The government is being asked for more than Taka 58.61 crore in soft loans by the Bangladesh Garment Manufacturers and Exporters Association (BGMEA) in order to support 39 garment firms that have been negatively affected by recent labour unrest. The BGMEA made clear in a letter dated October 6th that these factories—which collectively employ over 56,000 people—urgently require financial support in order to fulfil their pay obligations.
Dekko Legacy Group, a relatively new company with two production facilities in Ashulia, is one of the impacted exporters. The group’s monthly production of woven clothes amounts to over 90,000, with an estimated export value of $15 million. The preceding month, according to Managing Director Kalpan Hossain, was “abnormal,” citing security issues that restricted manufacturing operations to just three days in September. With a monthly payroll of between Taka 25 crore and Taka 27 crore, the business has asked for a soft loan to assist in paying the salaries of its 5,810 workers.
AR Jeans Producer Ltd., a denim factory in Ashulia that is LEED certified and has an annual export value of almost $120 million, has likewise had difficulty sustaining operations. Despite the fact that neither the business nor its employees had committed any violation, Managing Director Nazmul Kabir stated that the unrest caused the factory to stop operations for a total of 12 days. In order to pay its 2,518 workers’ salaries for September, the plant is currently looking for a soft loan.
The managing director of SM Sourcing, a different manufacturer, Mirza Shams Mahamud, stated that Mango Tex, one of its divisions, was unable to function for nineteen days last month. Export earnings experienced a sharp decline as a result of this interruption, going from $1.8 million in August to $0.7 million in September. The firm, which employs 865 people, has requested for a soft loan to guarantee that worker salaries be paid.

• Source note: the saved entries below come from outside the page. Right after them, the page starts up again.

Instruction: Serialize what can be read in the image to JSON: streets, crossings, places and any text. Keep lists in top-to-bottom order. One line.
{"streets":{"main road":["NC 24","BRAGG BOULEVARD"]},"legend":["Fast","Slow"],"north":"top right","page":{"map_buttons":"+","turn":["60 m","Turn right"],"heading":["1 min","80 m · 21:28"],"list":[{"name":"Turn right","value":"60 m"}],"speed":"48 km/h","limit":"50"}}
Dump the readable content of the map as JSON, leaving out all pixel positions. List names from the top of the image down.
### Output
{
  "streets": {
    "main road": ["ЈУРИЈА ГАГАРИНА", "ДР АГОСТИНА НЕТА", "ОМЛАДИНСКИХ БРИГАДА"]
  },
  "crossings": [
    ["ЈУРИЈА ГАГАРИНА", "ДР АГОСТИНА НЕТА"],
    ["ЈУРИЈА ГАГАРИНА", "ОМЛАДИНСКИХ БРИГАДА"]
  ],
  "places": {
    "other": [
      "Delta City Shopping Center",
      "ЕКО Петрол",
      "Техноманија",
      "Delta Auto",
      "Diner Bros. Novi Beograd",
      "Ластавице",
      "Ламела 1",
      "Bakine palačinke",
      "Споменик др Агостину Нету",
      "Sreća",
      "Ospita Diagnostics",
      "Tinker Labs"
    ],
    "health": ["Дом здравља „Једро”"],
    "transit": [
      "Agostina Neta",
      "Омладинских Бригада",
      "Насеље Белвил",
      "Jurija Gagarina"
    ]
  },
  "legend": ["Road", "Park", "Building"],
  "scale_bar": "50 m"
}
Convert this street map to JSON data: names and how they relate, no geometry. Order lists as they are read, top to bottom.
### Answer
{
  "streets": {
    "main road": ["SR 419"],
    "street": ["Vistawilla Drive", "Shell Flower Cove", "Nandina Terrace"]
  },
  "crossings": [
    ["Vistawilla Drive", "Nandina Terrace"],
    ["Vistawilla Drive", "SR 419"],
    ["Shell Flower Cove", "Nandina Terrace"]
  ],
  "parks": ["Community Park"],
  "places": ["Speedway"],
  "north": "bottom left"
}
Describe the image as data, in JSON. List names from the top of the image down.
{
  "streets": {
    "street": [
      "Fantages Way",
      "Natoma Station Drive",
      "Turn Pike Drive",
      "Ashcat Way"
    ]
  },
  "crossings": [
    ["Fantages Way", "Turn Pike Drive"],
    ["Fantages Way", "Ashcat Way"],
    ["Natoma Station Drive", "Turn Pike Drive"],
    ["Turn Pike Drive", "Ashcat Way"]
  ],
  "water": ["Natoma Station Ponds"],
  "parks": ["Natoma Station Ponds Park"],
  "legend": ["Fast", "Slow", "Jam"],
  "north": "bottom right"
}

The labour unrest in the industrial zones of Savar, Ashulia, and Gazipur negatively impacted approximately 200 RMG enterprises, with some of them stopping operations for as long as 23 days, according to BGMEA. It is become harder for smaller firms to maintain pay, even though larger enterprises might be able to do so with their own resources.
According to its managing director during a recent BGMEA meeting, Ha-Meem Group, which employs over 75,000 people and has a monthly salary expenditure surpassing Taka 100 crore, is having difficulty fulfilling September payroll payments.
However, after almost two months of instability, RMG manufacturing activities have essentially restarted at full capacity, with important industrial zones in Savar, Ashulia, and Gazipur running properly once more. This is a welcome step. On a recent Monday, there were just nine plants reported to be closed. According to BGMEA data, 99.58 percent of factories (2,135 out of 2,144) were operating without any problems nationwide.